Her words send a chill of recognition up my spine. Because that’s how it felt, to be the person Seth Rubenstein loved. An honor. And it was an honor to love him in just the same bone-deep, lifelong, weak-at-the-knees desperate way he’s always loved me.
And when you love someone like that—when they love you like that—you owe them something. Maybe your relationship ends, but that doesn’t mean the connection between you just breaks.
I’ve been telling myself I don’t deserve to get Seth back. And I don’t. But that misses the basic point.
I need to apologize for hurting him.
For lashing out to avoid my terror of losing him. For panicking at how much I love him and want him and need him. For seeing my mistake and doubling down on it, because I’m so afraid he won’t want me back.
If I apologize, I risk learning he can’t forgive me.
That I’ve finally hurt him for good.
But just because the results won’t be fairy-tale perfect doesn’t mean you can’t try your best to be vulnerable.
When you hurt someone, you do what you can to fix it.
When you’re scared, you do what you can to be brave.
“I love you, Mommy,” I sniffle into the phone. “I have to go, okay? There’s something I need to do before I pack up.”
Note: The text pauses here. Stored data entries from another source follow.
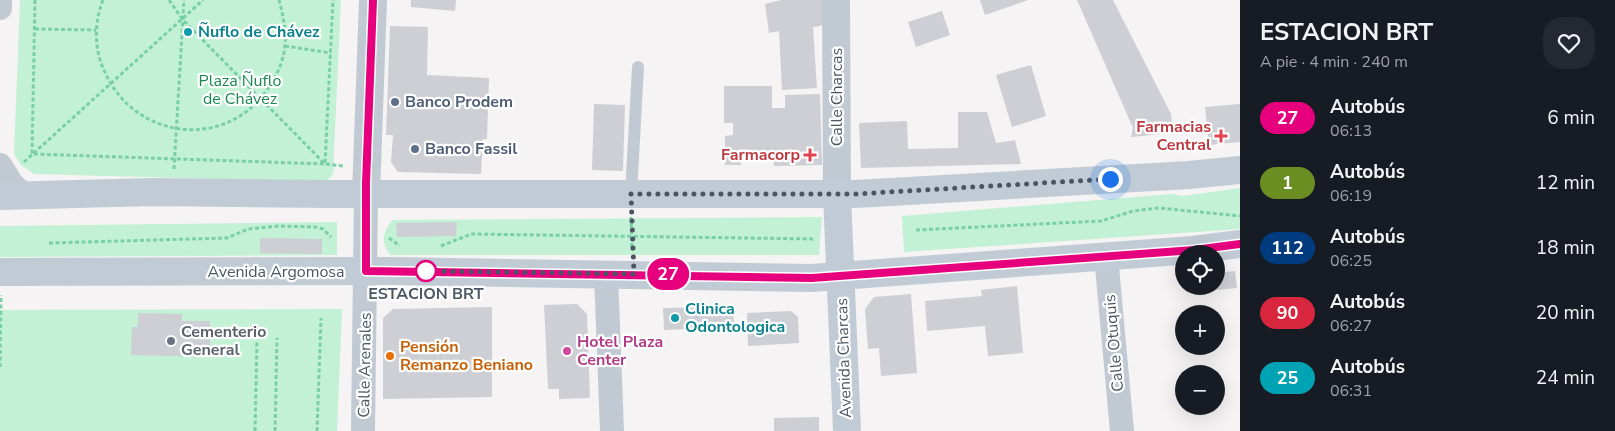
<!DOCTYPE html>
<html lang="es">
<head>
<meta charset="utf-8">
<style>
	body { margin:0; font-family:"Nunito Sans",sans-serif; background:#242831; color:#f1f3f6; height:100vh; display:flex; flex-direction:column; font-size:19px; white-space:nowrap }
	* { box-sizing:border-box; margin:0 }
	p { font-size:16px; color:#9ea1a6 }
	.icon { flex:none; width:28px; height:28px; fill:none; stroke:currentColor; stroke-width:2; stroke-linecap:round; stroke-linejoin:round }
	.map { position:relative; flex:1; overflow:hidden }
	.details { display:flex; flex-direction:column; background:#171b24; width:375px }
	.details>* { flex:none }
	.badge { padding:0 10px; border-radius:16px; font-size:18px; line-height:32px }
	.buttons { position:absolute; left:1175px; top:245px; display:grid; gap:10px }
	.buttons a { display:grid; place-items:center; width:50px; height:50px; border-radius:50%; background:#171b24; box-shadow:0 5px 20px #0002; font-size:25px }
	.you { position:absolute; width:25px; height:25px; margin:-12px; border:4px solid #fff; border-radius:50%; background:#1a73e8; box-shadow:0 0 0 8px #1a73e833 }
	.map>.badge { position:absolute; translate:-50% -50%; box-shadow:0 0 0 2px #fff }
	.round { display:grid; place-items:center; flex:none; width:52px; height:52px; border-radius:20px; background:#242831 }
	.summary { display:flex; align-items:center; justify-content:space-between; height:85px; padding:0 20px }
	h1 { font-size:24px; font-weight:700; line-height:38px }
	ul { padding:0; list-style:none }
	li { display:flex; align-items:center; gap:15px; height:65px; padding:0 20px }
	li div { flex:1 }
	li b { display:block; font-size:19px }
	li em { font-style:normal }
	li .badge { min-width:55px; font-weight:700; text-align:center }
	main { display:flex; flex:1; min-height:0 }
	.map>svg:first-child { display:block }
	.green { fill:#c3f1d5 }
	.building { fill:#cdcfd5 }
	.lines { fill:none; stroke-linecap:round; stroke-linejoin:round }
	.path { stroke:#7ad0a6; stroke-width:3; stroke-dasharray:4 2.5; stroke-linecap:butt }
	.service { stroke:#c1cad2; stroke-width:12 }
	.minor { stroke:#c1cad2; stroke-width:24 }
	.tertiary { stroke:#c1cad2; stroke-width:28 }
	.secondary { stroke:#c1cbd6; stroke-width:28 }
	.line-casing { stroke:#fff; stroke-width:11 }
	.line { stroke:#e6007e; stroke-width:8 }
	.walk { stroke:#4a5661; stroke-width:5; stroke-dasharray:0 9 }
	.culture-dot { fill:#0f9aa8; stroke:#fff; stroke-width:2 }
	.service-dot { fill:#5c6f8a; stroke:#fff; stroke-width:2 }
	.health-dot { fill:#e0444e; stroke:#fff; stroke-width:2 }
	.stop-dot { fill:#fff; stroke:#e6007e; stroke-width:2.5 }
	.worship-dot { fill:#6b7280; stroke:#fff; stroke-width:2 }
	.hotel-dot { fill:#d1479c; stroke:#fff; stroke-width:2 }
	.food-dot { fill:#e8710a; stroke:#fff; stroke-width:2 }
	.labels { text-anchor:middle; dominant-baseline:central; stroke-width:4.5; stroke-linejoin:round; paint-order:stroke }
	.culture-label { font-size:16px; font-weight:bold; fill:#0d838f; stroke:#fff; text-anchor:start }
	.park-label { font-size:16px; fill:#17864f; stroke:#fff }
	.street-label { font-size:16px; fill:#4a5661; stroke:#fff }
	.service-label { font-size:16px; font-weight:bold; fill:#4e5e75; stroke:#fff; text-anchor:start }
	.health-label { font-size:16px; font-weight:bold; fill:#be3a42; stroke:#fff; text-anchor:end }
	.stop-label { font-size:16px; font-weight:bold; fill:#4a5661; stroke:#fff }
	.worship-label { font-size:16px; font-weight:bold; fill:#5b616d; stroke:#fff; text-anchor:start }
	.hotel-label { font-size:16px; font-weight:bold; fill:#b23c85; stroke:#fff; text-anchor:start }
	.food-label { font-size:16px; font-weight:bold; fill:#c56008; stroke:#fff; text-anchor:start }
</style>
</head>
<body>
<main>
<div class="map">
<svg width="1240" height="431" viewBox="0 0 1240 431">
	<rect width="100%" height="100%" fill="#f5f3f3"/>
	<!-- green -->
	<path class="green" d="M20,0H341L333,174L326,182L34,174L21,165L14,154Z
		M1240,188V229L904,252L902,216L1172,194L1183,196Z
		M822,217L819,255H390C380,242 383,233 392,220Z
		M337,222V255L0,257V226Z
		M342,309L337,431H0V310Z"/>
	<!-- building -->
	<path class="building" d="M411,0H456L455,11L411,7Z
		M781,0H822L826,25L813,27L817,88L782,90L779,31L769,33L765,4Z
		M980,0H1028L985,15Z
		M1077,0H1113L1171,114L1173,133L1131,137L1133,128Z
		M942,11L950,35L916,47L908,22Z
		M390,26L428,27L427,75L489,78L487,139H483L481,174L398,172L391,162L393,135H386Z
		M1031,65L1046,116L1012,127L996,75Z
		M724,86H772V108H785V95L820,94L822,165L774,166L772,156H741V165H725V136L733,135V123H724Z
		M594,104L625,105L623,171L592,170Z
		M1240,104V142L1209,145L1205,107Z
		M958,112H987L996,143L1015,140L1021,164L861,168L859,123L907,121L908,149L958,148Z
		M457,222L456,236L397,237L396,223Z
		M260,238L322,239V254L260,253Z
		M1235,271L1237,288L1196,292V286H1216V273Z
		M1017,286L1023,353L988,356L985,326L927,331L925,301L982,296L981,290Z
		M911,294L917,373L881,376L879,348L868,349L865,309L874,297Z
		M577,304L587,314L590,398L559,399V389H548L544,305Z
		M492,307V397L383,399V318L393,309Z
		M733,307L734,327L664,330L663,308Z
		M791,311L798,317L799,343L748,346L747,313Z
		M138,313L182,314V321H210V357L131,355L132,327H138Z
		M819,417V431H774V418Z"/>
	<g class="lines">
		<!-- path -->
		<path class="path" d="M35,0L32,154L325,164L333,0
			M103,0C94,22 94,49 104,70C133,140 227,152 269,87C277,75 284,60 285,45C286,29 283,15 279,0
			M169,0L183,20L325,164L343,166
			M35,29L96,30
			M285,46L331,53
			M24,162L203,0
			M174,169L184,0
			M631,217L632,251
			M916,230L1101,221L1133,211L1159,208L1240,216
			M389,238L400,246
			M49,243L227,238L248,229L279,226L315,227L323,229L331,237
			M441,246L471,234L814,239
			M0,367L1,295
			M255,431L257,340
			M275,431L277,338
			M317,431L321,318"/>
		<!-- service -->
		<path class="service" d="M631,194L638,67"/>
		<!-- minor -->
		<path class="minor" d="M0,8V0
			M0,165L12,184L24,195
			M1106,256L1122,431
			M606,274L612,431
			M363,431L366,194"/>
		<!-- tertiary -->
		<path class="tertiary" d="M836,0L837,195
			M366,194L373,0"/>
		<!-- secondary -->
		<path class="secondary" d="M837,195L847,431
			M0,196L152,192L331,194H855L1189,175L1240,170
			M0,272L389,271L812,278L1193,250L1240,244"/>
	</g>
	<g class="lines">
		<defs>
			<path id="line" d="M373,0L366,183V271L812,278L1194,250L1240,244"/>
		</defs>
		<!-- line casing -->
		<use href="#line" class="line-casing"/>
		<!-- line -->
		<use href="#line" class="line"/>
		<!-- walk -->
		<path class="walk" d="M426,271L634,274L631,194H855L1110,179"/>
	</g>
	<!-- markers -->
	<g class="culture-dot">
		<circle cx="188" cy="32" r="5"/>
		<circle cx="675" cy="318" r="5"/>
	</g>
	<g class="service-dot">
		<circle cx="395" cy="102" r="5"/>
		<circle cx="415" cy="149" r="5"/>
	</g>
	<g class="health-dot">
		<path d="M1218.5 128.5h5v5h5v5h-5v5h-5v-5h-5v-5h5z"/>
		<path d="M807.5 147.5h5v5h5v5h-5v5h-5v-5h-5v-5h5z"/>
	</g>
	<circle class="stop-dot" cx="426" cy="271" r="10"/>
	<circle class="worship-dot" cx="171" cy="341" r="5"/>
	<circle class="hotel-dot" cx="567" cy="351" r="5"/>
	<circle class="food-dot" cx="390" cy="356" r="5"/>
	<g class="labels">
		<!-- culture labels -->
		<g class="culture-label">
			<text x="198" y="32">Ñuflo de Chávez</text>
			<text x="685" y="309">Clinica<tspan x="685" dy="18">Odontologica</tspan></text>
		</g>
		<!-- park labels -->
		<g class="park-label">
			<text x="240" y="81">Plaza Ñuflo<tspan x="240" dy="18">de Chávez</tspan></text>
		</g>
		<!-- street labels -->
		<g class="street-label">
			<text transform="translate(837 97) rotate(-90)">Calle Charcas</text>
			<text x="276" y="272">Avenida Argomosa</text>
			<text transform="translate(1114 343) rotate(-95)">Calle Otuquis</text>
			<text transform="translate(844 358) rotate(-92)">Avenida Charcas</text>
			<text transform="translate(365 365) rotate(-89)">Calle Arenales</text>
		</g>
		<!-- service labels -->
		<g class="service-label">
			<text x="405" y="102">Banco Prodem</text>
			<text x="425" y="149">Banco Fassil</text>
		</g>
		<!-- health labels -->
		<g class="health-label">
			<text x="1211" y="127">Farmacias<tspan x="1211" dy="18">Central</tspan></text>
			<text x="800" y="155">Farmacorp</text>
		</g>
		<!-- stop labels -->
		<g class="stop-label">
			<text x="426" y="294">ESTACION BRT</text>
		</g>
		<!-- worship labels -->
		<g class="worship-label">
			<text x="181" y="332">Cementerio<tspan x="181" dy="18">General</tspan></text>
		</g>
		<!-- hotel labels -->
		<g class="hotel-label">
			<text x="577" y="342">Hotel Plaza<tspan x="577" dy="18">Center</tspan></text>
		</g>
		<!-- food labels -->
		<g class="food-label">
			<text x="400" y="347">Pensión<tspan x="400" dy="18">Remanzo Beniano</tspan></text>
		</g>
	</g>
</svg>
<div class="buttons">
<a><svg class="icon" aria-label="locate" viewBox="0 0 24 24"><circle cx="12" cy="12" r="6"/><path d="M12 2v4M12 18v4M2 12h4M18 12h4"/></svg></a>
<a>+</a>
<a>−</a>
</div>
<div class="you" style="left:1110px;top:179px"></div>
<b class="badge" style="left:668px;top:274px;background:#e6007e;color:#fff">27</b>
</div>
<section class="details">
<div class="summary"><div><h1>ESTACION BRT</h1><p>A pie · 4 min · 240 m</p></div><a class="round"><svg class="icon" aria-label="heart" viewBox="0 0 24 24"><path d="M12 20l-8-8c-3-5 5-10 8-4 3-6 11-1 8 4z"/></svg></a></div>
<ul>
<li><span class="badge" style="background:#e6007e;color:#fff">27</span><div><b>Autobús</b><p>06:13</p></div><em>6 min</em></li>
<li><span class="badge" style="background:#6b8e23;color:#fff">1</span><div><b>Autobús</b><p>06:19</p></div><em>12 min</em></li>
<li><span class="badge" style="background:#003b80;color:#fff">112</span><div><b>Autobús</b><p>06:25</p></div><em>18 min</em></li>
<li><span class="badge" style="background:#d7263d;color:#fff">90</span><div><b>Autobús</b><p>06:27</p></div><em>20 min</em></li>
<li><span class="badge" style="background:#00a3b4;color:#fff">25</span><div><b>Autobús</b><p>06:31</p></div><em>24 min</em></li>
</ul>
</section>
</main>
</body>
</html>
She hangs up, and I reopen the screenplay.
Fuck it.
I’m going to do the grand gesture beat.
I drag the screenplay file into my email and address it to Becky. She’s proven such a worthy intern that I’ve hired her as a part-time assistant.
From: [email protected]
Date: Wed, Dec 22, 2021 at 4:01pm
Subject: Can you proofread this?
Becks—attaching something new. Can you give it a read for typos and make sure the formatting, etc. is right? I need it back before NYE. Thx!